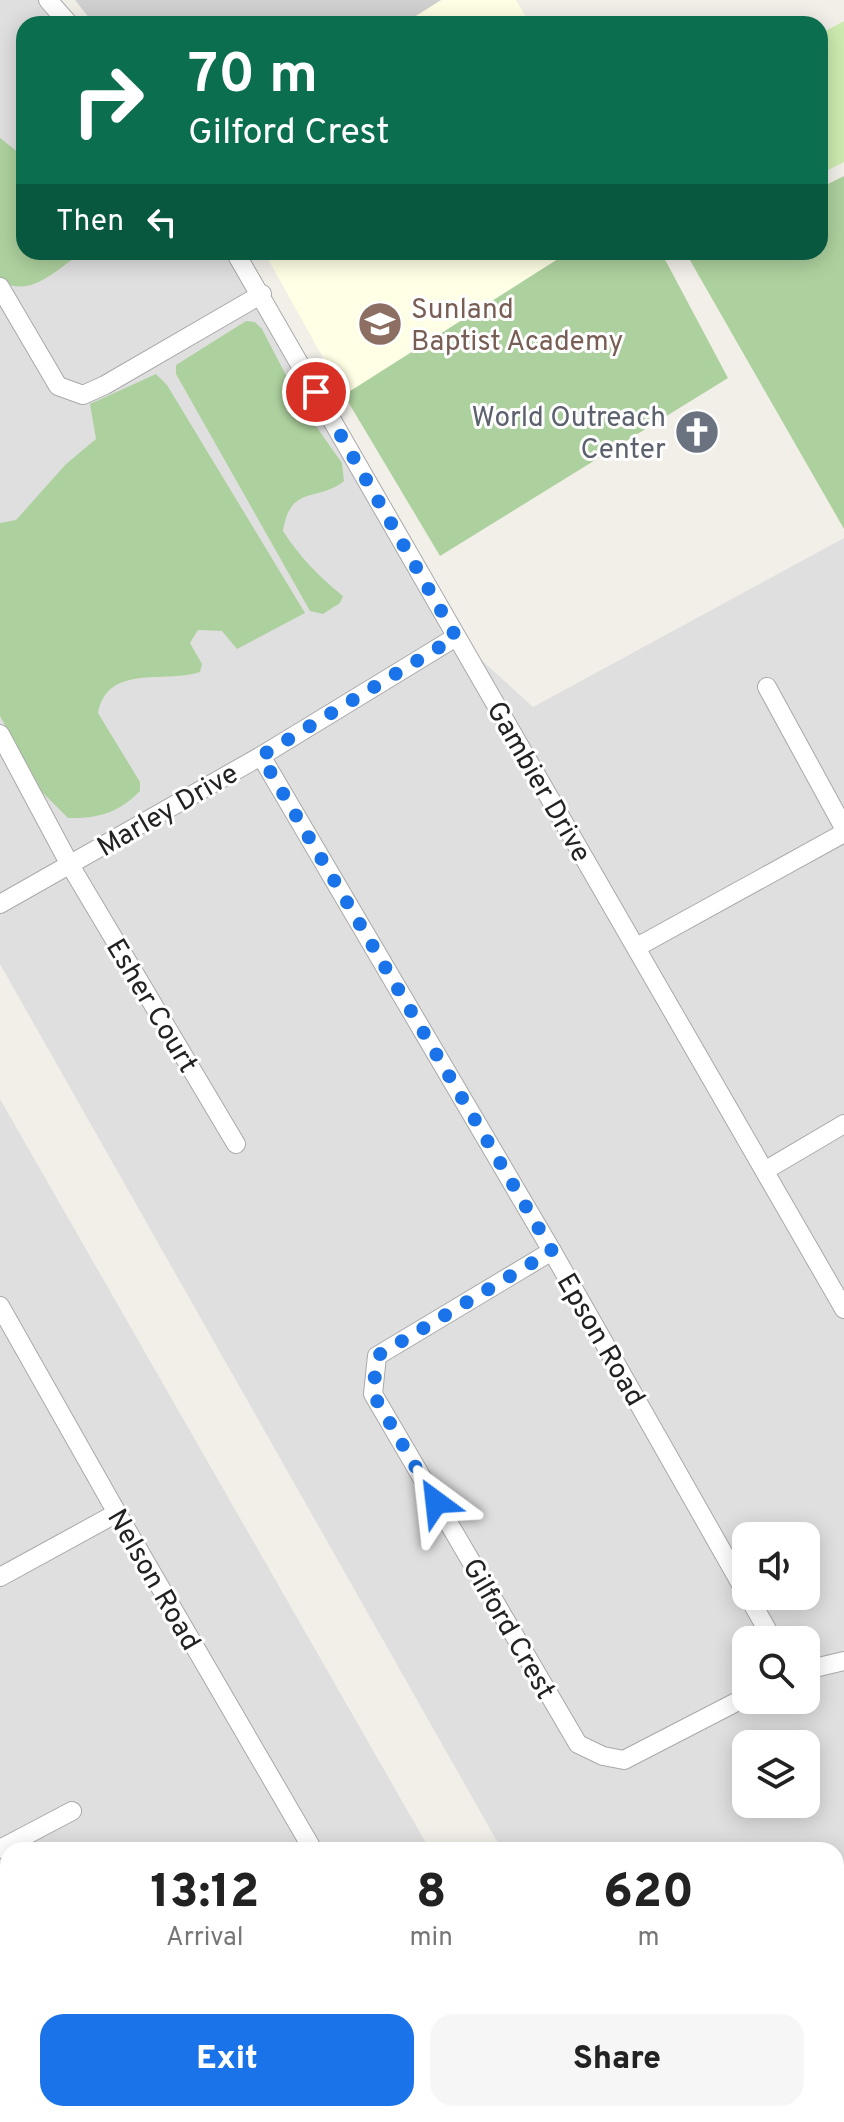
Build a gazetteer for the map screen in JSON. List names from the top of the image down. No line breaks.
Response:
{"streets":{"street":["Gambier Drive","Marley Drive","Esher Court","Epson Road","Nelson Road","Gilford Crest"]},"crossings":[["Gambier Drive","Marley Drive"],["Marley Drive","Esher Court"],["Marley Drive","Epson Road"],["Epson Road","Gilford Crest"]],"places":{"school or university":["Sunland Baptist Academy"],"church":["World Outreach Center"]},"page":{"turn":["70 m","Gilford Crest"],"then":"Then","eta":["13:12","Arrival","8","min","620","m"],"buttons":["Exit","Share"]}}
━━━━━━━━━━━━━━━━━━━━
■ Exercise
Before handing back the copy, remove the pictures; otherwise print the data exactly.

■ Answer box
Build a gazetteer for the map screen in JSON. List names from the top of the image down. No line breaks.
Response:
{"streets":{"street":["Gambier Drive","Marley Drive","Esher Court","Epson Road","Nelson Road","Gilford Crest"]},"crossings":[["Gambier Drive","Marley Drive"],["Marley Drive","Esher Court"],["Marley Drive","Epson Road"],["Epson Road","Gilford Crest"]],"places":{"school or university":["Sunland Baptist Academy"],"church":["World Outreach Center"]},"page":{"turn":["70 m","Gilford Crest"],"then":"Then","eta":["13:12","Arrival","8","min","620","m"],"buttons":["Exit","Share"]}}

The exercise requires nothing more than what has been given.